A critical vulnerability in the Linux kernel's traffic-control subsystem allows a local, unprivileged user to gain root access, with a public exploit available almost immediately after disclosure. Security administrators are urged to apply patches without delay, especially on multi-tenant systems.
The flaw, identified as CVE-2026-46331 and nicknamed "pedit COW," is an out-of-bounds write in the packet-editing action (act_pedit). By exploiting this, an attacker can corrupt shared page-cache memory. Analysis indicates this technique enables the modification of cached binaries in memory, allowing for the execution of malicious code with root privileges. This method of page-cache poisoning is particularly stealthy, as it operates in volatile memory and leaves no traces on the disk, complicating detection with standard tools.
The risk is compounded by the rapid emergence of a working exploit. A functional proof-of-concept was released publicly within roughly 24 hours of the CVE's assignment on June 16. This dramatically shrinks the defensive window between vulnerability disclosure and active exploitation, raising the threat of automated attacks.
Patching is the only definitive mitigation. Administrators must update their kernel packages via the official channels for their specific Linux distribution. For systems that cannot be patched immediately, restricting or disabling the vulnerable act_pedit kernel module is a recommended interim step, though this may disrupt legitimate traffic-shaping services. Enhanced monitoring for anomalous system calls is also advised, though detecting this specific attack method remains challenging.

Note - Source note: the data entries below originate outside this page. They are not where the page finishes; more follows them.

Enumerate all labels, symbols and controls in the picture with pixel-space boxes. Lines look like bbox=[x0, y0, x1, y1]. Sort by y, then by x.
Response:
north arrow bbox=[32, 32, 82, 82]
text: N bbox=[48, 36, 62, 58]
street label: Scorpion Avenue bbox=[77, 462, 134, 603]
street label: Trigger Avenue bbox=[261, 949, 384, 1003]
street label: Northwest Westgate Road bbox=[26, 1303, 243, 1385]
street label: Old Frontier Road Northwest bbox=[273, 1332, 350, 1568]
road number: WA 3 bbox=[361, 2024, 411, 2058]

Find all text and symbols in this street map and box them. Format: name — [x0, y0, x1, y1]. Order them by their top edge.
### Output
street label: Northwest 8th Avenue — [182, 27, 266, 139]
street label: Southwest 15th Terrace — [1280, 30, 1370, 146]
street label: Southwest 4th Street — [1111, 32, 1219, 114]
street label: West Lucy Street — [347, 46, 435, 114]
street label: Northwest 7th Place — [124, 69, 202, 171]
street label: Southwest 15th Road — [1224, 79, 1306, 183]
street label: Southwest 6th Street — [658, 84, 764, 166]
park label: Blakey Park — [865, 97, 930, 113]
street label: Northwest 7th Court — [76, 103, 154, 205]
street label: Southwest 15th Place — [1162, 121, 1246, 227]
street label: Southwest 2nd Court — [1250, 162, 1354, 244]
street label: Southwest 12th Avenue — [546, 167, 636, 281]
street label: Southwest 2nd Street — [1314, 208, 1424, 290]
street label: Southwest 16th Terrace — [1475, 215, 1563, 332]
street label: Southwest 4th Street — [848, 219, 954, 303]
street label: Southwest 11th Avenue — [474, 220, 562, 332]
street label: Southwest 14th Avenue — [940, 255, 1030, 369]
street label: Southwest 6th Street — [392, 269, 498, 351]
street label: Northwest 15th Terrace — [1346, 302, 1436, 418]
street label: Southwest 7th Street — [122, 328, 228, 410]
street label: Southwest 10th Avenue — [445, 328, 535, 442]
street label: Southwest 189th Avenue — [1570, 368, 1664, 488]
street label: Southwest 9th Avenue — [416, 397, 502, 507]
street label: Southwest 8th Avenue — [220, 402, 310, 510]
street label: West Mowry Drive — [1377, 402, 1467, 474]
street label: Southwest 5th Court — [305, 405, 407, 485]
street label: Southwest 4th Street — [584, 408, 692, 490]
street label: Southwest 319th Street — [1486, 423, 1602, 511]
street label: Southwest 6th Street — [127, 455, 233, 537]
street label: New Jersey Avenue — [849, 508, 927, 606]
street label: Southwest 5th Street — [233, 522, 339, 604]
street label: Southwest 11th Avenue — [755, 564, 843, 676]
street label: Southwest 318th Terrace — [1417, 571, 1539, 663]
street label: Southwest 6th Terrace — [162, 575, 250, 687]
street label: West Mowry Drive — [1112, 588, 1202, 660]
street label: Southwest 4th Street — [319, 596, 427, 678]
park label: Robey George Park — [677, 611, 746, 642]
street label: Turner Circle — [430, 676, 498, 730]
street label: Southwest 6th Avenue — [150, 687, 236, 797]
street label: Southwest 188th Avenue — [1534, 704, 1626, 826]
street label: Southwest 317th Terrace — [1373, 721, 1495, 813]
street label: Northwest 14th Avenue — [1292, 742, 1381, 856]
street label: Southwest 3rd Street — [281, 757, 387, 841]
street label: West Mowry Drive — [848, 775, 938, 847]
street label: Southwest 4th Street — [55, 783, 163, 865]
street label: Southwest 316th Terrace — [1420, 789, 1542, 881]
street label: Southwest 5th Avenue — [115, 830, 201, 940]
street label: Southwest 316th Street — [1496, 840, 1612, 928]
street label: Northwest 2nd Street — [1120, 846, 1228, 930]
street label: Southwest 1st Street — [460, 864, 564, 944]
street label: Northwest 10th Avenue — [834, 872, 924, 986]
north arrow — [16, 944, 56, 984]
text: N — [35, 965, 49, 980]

The threat is most severe for environments where multiple users share a kernel instance, such as cloud providers, VPS hosts, and shared hosting services. In these scenarios, a single compromised local account could lead to a full host takeover. This incident highlights the critical need for swift patch management and defense-in-depth strategies within the open-source ecosystem.
Linux核心流量控制子系統存在一項關鍵漏洞,允許本地無權限使用者取得ROOT控制權,且漏洞公開後隨即出現公開攻擊程式。安全管理員被敦促立即安裝補丁,尤其在多租戶系統上。
此漏洞被編號為CVE-2026-46331,暱稱「pedit COW」,是封包編輯操作(act_pedit)中的越界寫入漏洞。攻擊者可利用此漏洞損壞共享頁面快取記憶體。分析顯示,該技術能修改記憶體中的快取執行檔案,實現以ROOT權限執行惡意程式碼。這種頁面快取投毒手法極具隱蔽性,因其在易失性記憶體中運作且不會在磁碟留下軌跡,令傳統檢測工具難以察覺。
風險因攻擊程式的迅速出現而加劇。在CVE於6月16日分配後約24小時內,便有功能完備的概念驗證攻擊程式公開發布。這大幅縮短了漏洞披露與實際利用之間的防禦窗口,增加自動化攻擊的威脅。
安裝補丁是唯一確切的緩解措施。管理員必須透過所屬Linux發行版的官方渠道更新核心套件。對於無法立即修補的系統,建議採取限制或停用存在漏洞的act_pedit核心模組作為臨時措施,惟此舉可能影響合法流量整形服務。同時建議加強監測異常系統呼叫,但偵測此特定攻擊方法仍具挑戰性。
多用戶共享核心實例的環境面臨最大風險,例如雲端服務供應商、虛擬專用伺服器主機及共享託管服務。在這些情境下,單一遭入侵的本地帳戶可能導致完整主機被接管。此事件突顯開放源碼生態系統中,迅速補丁管理與縱深防禦策略的關鍵必要性。